6. [10 marks] The primary interest to psychologists lies in the parameters β , λ and τ . Plot the posterior distributions of these three parameters, then produce numerical summaries of the distributions.
Remembering that the response time was modeled on the log scale (and therefore both τ and β are on the log scale), give the median and a 95% posterior interval for each of these parameters on their original scale. Based on these estimates what conclusions can you make about the reaction times of schizophrenics compared to non-schizophrenics?
7. [16 marks] Next we will use prediction to check the fit of the model. Follow the steps below to assess how well the model can explain the variability in the data.
(a) Edit yo˜ur previous model definition so that it predicts 30 additional (log) response time measure-ments y˜ij , j = 1, 2, . . . , 30, for each schizophrenic individual i = 12, 13, . . . , 17 in the study. Note that the prediction of y˜ij should use the posterior of αi .
(b) Then add futher nodes to your model to i) find the standard deviation of the 30 predicted measurements for each individual, and to ii) get the minimum and maximum values of these 6 standard deviation values.
That is, if for individual i the simulated response times are
y(˜)i = (y(˜)i1 , y(˜)i2 , . . . , y(˜)i30), i = 1, 2, . . . , 6,
then the model should first compute to standard deviations
sdi = sd(y(˜)i ), i = 1, 2, . . . , 6,
then find the smallest and largest of these six values,
Smin = min(sd1 , sd2, . . . , sd6 ),
Smax = max(sd1 , sd2, . . . , sd6 ).
(c) Fit your edited model with 6000 iterations, discarding 5000 as burnin.
(d) Extract the minimum and maximum standard deviation values from the fitted model, and produce a scatterplot of the (Smin , Smax ) pairs. (Note that each iteration of the model fit will produce a minimum-maximum pair).
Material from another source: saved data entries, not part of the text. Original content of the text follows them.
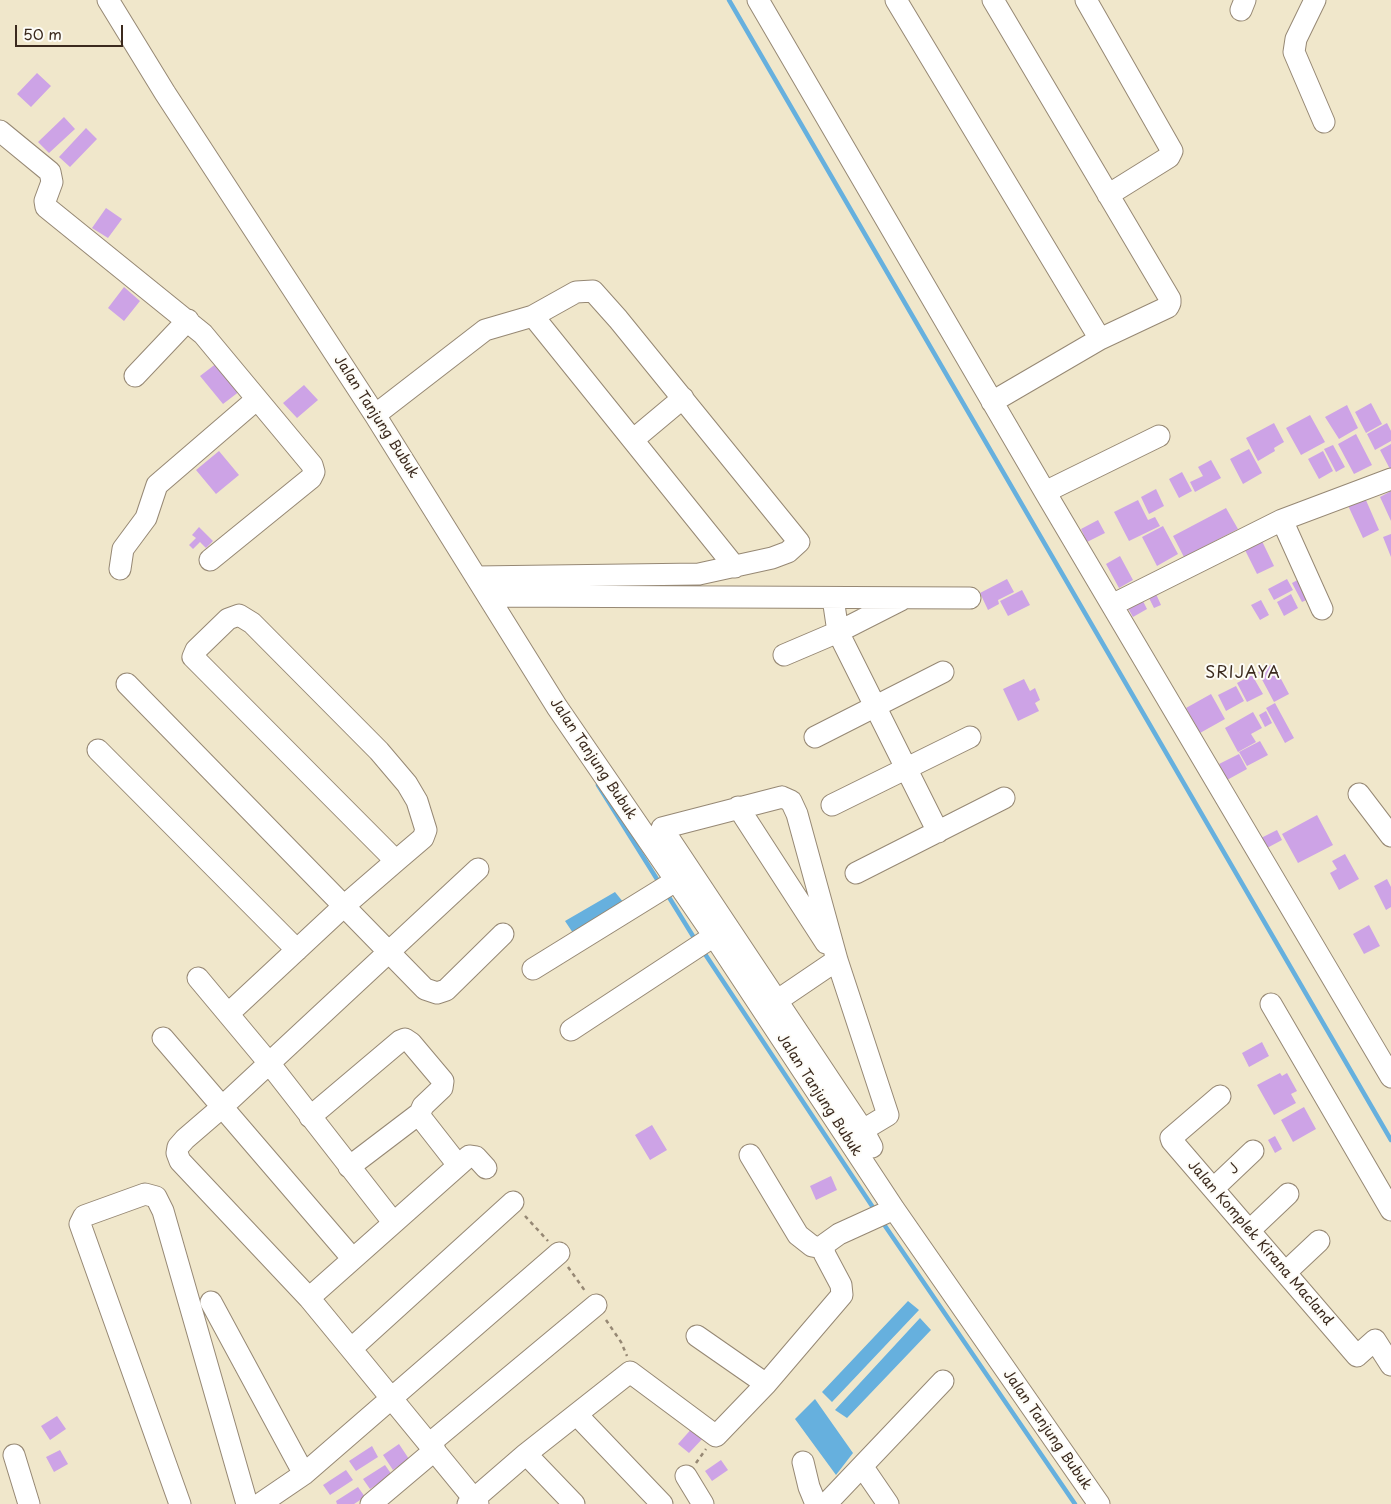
<!DOCTYPE html>
<html>
<head>
<meta charset="utf-8">
<style>
	body { margin:0 }
	#map { position:relative; width:1391px; height:1504px; overflow:hidden; background:#f0e7cb; font-family:"Playpen Sans",sans-serif }
	canvas { display:block }
	.scale { position:absolute; left:15px; top:25px; width:108px; height:22px; box-sizing:border-box; border:2px solid #3b2a1e; border-top:0; padding-left:6px; font-size:15px; line-height:18px; white-space:nowrap; color:#3b2a1e; -webkit-text-stroke:4px #fdfcf7; paint-order:stroke }
</style>
</head>
<body>
<div id="map">
<canvas width="1391" height="1504"></canvas>
<div class="scale">50 m</div>
</div>
<script>
const ctx = document.querySelector('canvas').getContext('2d');
ctx.lineJoin = 'round';
function paint(path, color) { ctx.fillStyle = color; ctx.fill(path, 'evenodd'); }
const toPath = rows => new Path2D(rows.map(r => 'M' + r).join(''));
function stroke(path, color, width, dash) { ctx.strokeStyle = color; ctx.lineWidth = width; ctx.lineCap = dash ? 'butt' : 'round'; ctx.setLineDash(dash || []); ctx.stroke(path); }
function drawText(font, color, halo, rows, align = 'center') {
  ctx.font = font + ' "Playpen Sans",sans-serif'; ctx.lineWidth = 4; ctx.setLineDash([]); ctx.textBaseline = 'middle'; ctx.strokeStyle = halo; ctx.fillStyle = color; for (const [text, x, y, turn = 0] of rows) {
    ctx.save(); ctx.translate(x, y); ctx.rotate((+turn || 0) * Math.PI / 180); ctx.textAlign = isNaN(turn) ? turn : align; if (halo) ctx.strokeText(text, 0, 0); ctx.fillText(text, 0, 0); ctx.restore();
  }
}
const water = toPath([
	[615,892,628,908,577,939,565,921],
	[908,1301,919,1310,832,1402,822,1392],
	[920,1318,931,1330,847,1418,835,1410],
	[815,1399,853,1453,836,1475,795,1419]
]);
const stream = toPath([
	[729,0,1391,1140],
	[598,785,660,884],
	[667,894,696,941],
	[703,951,876,1212],
	[881,1220,1075,1504]
]);
const building = toPath([
	[37,73,51,86,31,107,17,94],
	[64,117,75,129,49,153,38,142],
	[86,128,97,139,70,167,59,157],
	[106,208,122,219,108,238,92,228],
	[124,287,140,301,124,321,108,308],
	[217,363,240,391,223,404,200,376],
	[304,385,318,400,297,418,283,403],
	[1371,403,1382,424,1366,433,1355,412],
	[1347,405,1358,428,1339,439,1325,417],
	[1310,415,1325,442,1301,455,1286,428],
	[1274,423,1284,442,1274,448,1275,451,1258,461,1246,438],
	[1387,423,1391,431,1391,441,1375,450,1367,434],
	[1356,434,1372,465,1354,474,1338,444],
	[1391,444,1391,471,1380,450],
	[1333,445,1345,467,1336,472,1324,449],
	[1249,449,1262,473,1243,484,1230,459],
	[219,451,239,475,216,494,196,470],
	[1323,451,1333,471,1319,479,1308,459],
	[1211,460,1221,478,1195,492,1190,482,1203,476,1198,467],
	[1182,472,1192,491,1179,498,1169,479],
	[1156,489,1164,506,1149,514,1141,497],
	[1362,491,1379,530,1363,538,1345,499],
	[1391,491,1391,521,1380,497],
	[1138,500,1148,520,1155,517,1160,526,1129,541,1114,512],
	[1226,508,1238,529,1184,557,1173,536],
	[1098,520,1105,533,1087,542,1081,529],
	[1163,526,1178,554,1157,566,1142,537],
	[199,527,213,541,206,548,200,542,193,549,189,545,196,538,192,535],
	[1391,534,1391,557,1383,537],
	[1260,537,1274,566,1257,574,1243,546],
	[1120,556,1133,580,1119,588,1106,564],
	[1305,576,1315,596,1302,602,1292,583],
	[1007,579,1014,592,998,600,999,604,988,610,980,593],
	[1287,579,1293,590,1274,600,1268,589],
	[1022,590,1030,605,1008,616,1000,601],
	[1156,594,1161,605,1154,608,1149,598],
	[1291,594,1298,608,1284,616,1277,602],
	[1140,595,1147,609,1133,617,1125,603],
	[1261,600,1269,615,1260,620,1251,605],
	[1273,664,1289,694,1274,702,1258,672],
	[1252,675,1263,694,1247,702,1237,683],
	[1024,679,1030,691,1035,688,1040,700,1035,703,1039,711,1018,721,1003,689],
	[1236,686,1244,701,1226,711,1218,695],
	[1211,694,1225,719,1200,733,1186,708],
	[1275,703,1294,738,1285,743,1266,708],
	[1266,711,1272,723,1265,727,1259,715],
	[1253,712,1262,728,1251,734,1256,742,1238,752,1225,728],
	[1260,741,1268,755,1247,766,1239,752],
	[1239,754,1247,769,1227,780,1219,764],
	[1317,815,1333,845,1298,863,1282,834],
	[1277,830,1282,840,1267,848,1261,838],
	[1345,854,1359,879,1339,890,1330,873,1337,869,1332,861],
	[1387,879,1391,887,1391,907,1386,910,1374,886],
	[1369,925,1380,946,1364,954,1353,934],
	[1262,1042,1269,1056,1249,1067,1242,1053],
	[1280,1073,1282,1076,1287,1073,1297,1091,1291,1094,1296,1103,1274,1115,1257,1085],
	[1304,1107,1316,1129,1293,1142,1281,1120],
	[652,1125,667,1150,650,1160,635,1135],
	[1275,1136,1282,1149,1275,1153,1268,1140],
	[831,1176,837,1190,816,1200,810,1186],
	[57,1416,66,1429,50,1440,41,1426],
	[694,1426,705,1436,689,1453,678,1444],
	[399,1444,409,1459,393,1470,383,1455],
	[372,1446,378,1457,356,1471,349,1461],
	[60,1450,68,1464,54,1472,46,1457],
	[721,1460,728,1470,712,1481,705,1471],
	[385,1465,392,1475,370,1489,363,1479],
	[346,1470,353,1480,330,1495,323,1485],
	[358,1487,365,1497,354,1504,337,1504,336,1501]
]);
const path = toPath([
	[525,1216,548,1241],
	[568,1267,585,1291],
	[606,1320,621,1342,627,1356],
	[696,1463,706,1449]
]);
const minor = toPath([
	[108,0,165,93,375,415,557,707,714,936,894,1209,1099,1504],
	[758,0,1045,492,1391,1077],
	[896,0,1100,339],
	[1086,0,1172,151,1169,157,1108,195],
	[1315,0,1296,39,1294,52,1324,122],
	[1241,10,1245,0],
	[0,131,50,172,52,182,45,201,46,207,203,334,312,465,314,472,311,478,210,560],
	[533,316,735,567],
	[135,376,188,320],
	[992,402,1100,339,1168,307,1170,303,1170,299,993,0],
	[375,415,485,330,533,316,576,292,593,291,618,319,799,542,788,552,772,558,699,574,476,577],
	[634,439,683,398],
	[1045,492,1159,436],
	[1282,520,1322,609],
	[120,569,123,549,146,518,157,485,257,399],
	[488,596,970,598],
	[833,598,838,632,938,832],
	[1112,605,1282,520,1391,479],
	[784,655,838,632,901,600],
	[127,684,425,989,437,993,446,990,503,934],
	[815,737,943,672],
	[98,750,297,950],
	[1359,794,1391,836],
	[782,797,791,801,797,814,837,960,888,1115,863,1130,662,828,782,797],
	[832,805,970,737],
	[738,807,826,943],
	[856,873,1004,798],
	[533,969,677,880],
	[198,978,269,1063,393,1222],
	[778,1000,837,960],
	[1271,1004,1391,1210],
	[228,1014,344,906,396,861,423,838,426,830,417,801,407,784,379,751,252,623,239,615,228,619,196,650,193,657,396,861],
	[571,1030,714,936],
	[163,1038,352,1258],
	[1220,1096,1171,1138,1172,1141,1357,1356,1375,1340,1391,1365],
	[310,1117,400,1041,405,1039,411,1043,443,1081,442,1088,423,1106,420,1113,422,1119,458,1165],
	[863,1130,872,1147],
	[750,1155,798,1235,812,1246,823,1248],
	[349,1167,420,1113],
	[1214,1188,1253,1151],
	[1250,1230,1288,1194],
	[1286,1272,1319,1241],
	[309,1298,469,1156,476,1157,486,1168],
	[211,1302,304,1474],
	[697,1336,766,1384],
	[351,1349,513,1202],
	[577,1415,662,1504],
	[429,1444,596,1305],
	[526,1454,574,1504],
	[14,1455,29,1504],
	[803,1462,809,1487,816,1504],
	[862,1466,888,1504],
	[686,1476,703,1504],
	[180,1504,80,1224,84,1216,145,1194,156,1197,163,1211,247,1504],
	[260,1504,304,1474,559,1253],
	[371,1504,435,1450],
	[468,1504,474,1499,351,1349,309,1298,180,1161,177,1153,178,1147,185,1139,221,1108,478,869],
	[478,1504,474,1499,526,1454,630,1372,716,1436,766,1384,842,1295,841,1285,824,1253,825,1244,839,1234,894,1209],
	[826,1504,943,1381]
]);
const streetNames = [
	["Jalan Tanjung Bubuk",376,417,57],
	["Jalan Tanjung Bubuk",593,759,56],
	["Jalan Tanjung Bubuk",819,1095,57],
	["J",1234,1169,-44],
	["Jalan Komplek Kirana Macland",1260,1243,49],
	["Jalan Tanjung Bubuk",1047,1430,55]
];
const quarterNames = [
	["SRIJAYA",1243,674]
];
paint(water, '#66b0de');
stroke(stream, '#66b0de', 4.5);
paint(building, '#cda3e6');
stroke(minor, '#968874', 23);
stroke(path, '#968874', 2.5, [4, 4]);
stroke(minor, '#fff', 21);
drawText('14px', '#3b2a1e', '#fdfcf7', streetNames);
ctx.letterSpacing = '1px';
drawText('16px', '#3b2a1e', '#fdfcf7', quarterNames);
ctx.letterSpacing = '0px';
</script>
</body>
</html>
Find the minimum and maximum of the raw standard deviation estimates obtained in Question 2, and add an additional point to your scatterplot showing this raw minimum-maximum pair.
Based on the scatterplot, would you say that the model can accurately explain the variation in the within-person response time variance?
B. Classification [36 marks]
The following figure shows the information in the dataset Classification .csv - it shows two different groups, plotted against two explanatory variables. This is simulated data - the groupings are determined by a (known, but not to you!) function of X1 and X2 with added noise/random error. The aim is to find a suitable method for classifying the 1000 datapoints into the two groups from a selection of possible approaches.
1. [4 marks] Summarise the two groups in terms of the variables X1 and X2 . Describe your findings. Considering the plot showing the observations and the numerical summaries, which of the following classification methods do you think are suitable for classifying this data and why?
a. Linear discriminant analysis.
b. Quadratic discriminant analysis.
c. K-nearest neighbour regression.
d. Support vector machines.
e. Random forests.
2. [1 marks] Select 80% of the data to act as a training set, with the remaining 20% for testing/evaluation.
3. [26 marks] Choose four of the methods listed in Question 1 that might be suitable to classify the data. Perform classification using these methods. In each case, briefly describe how the classification method works, present the results of an evaluation of the method (highlighting different aspects of the model performance) and describe your findings. Where appropriate optimise the (hyper)parameters of the method.
4. [2 marks] Compare the results from your chosen four approaches and select what you think is the best method for classification in this case, explaining your reasoning.
5. [3 marks] The file ClassificationTrue .csv contains the true classifications, based on the function of X1 and X2 without the noise. Evaluate how your 4 chosen methods from Questions 3 compare to the truth (in each case use the previously selected optimal value of the parameters). Does your choice from Question 4 still perform best in this case?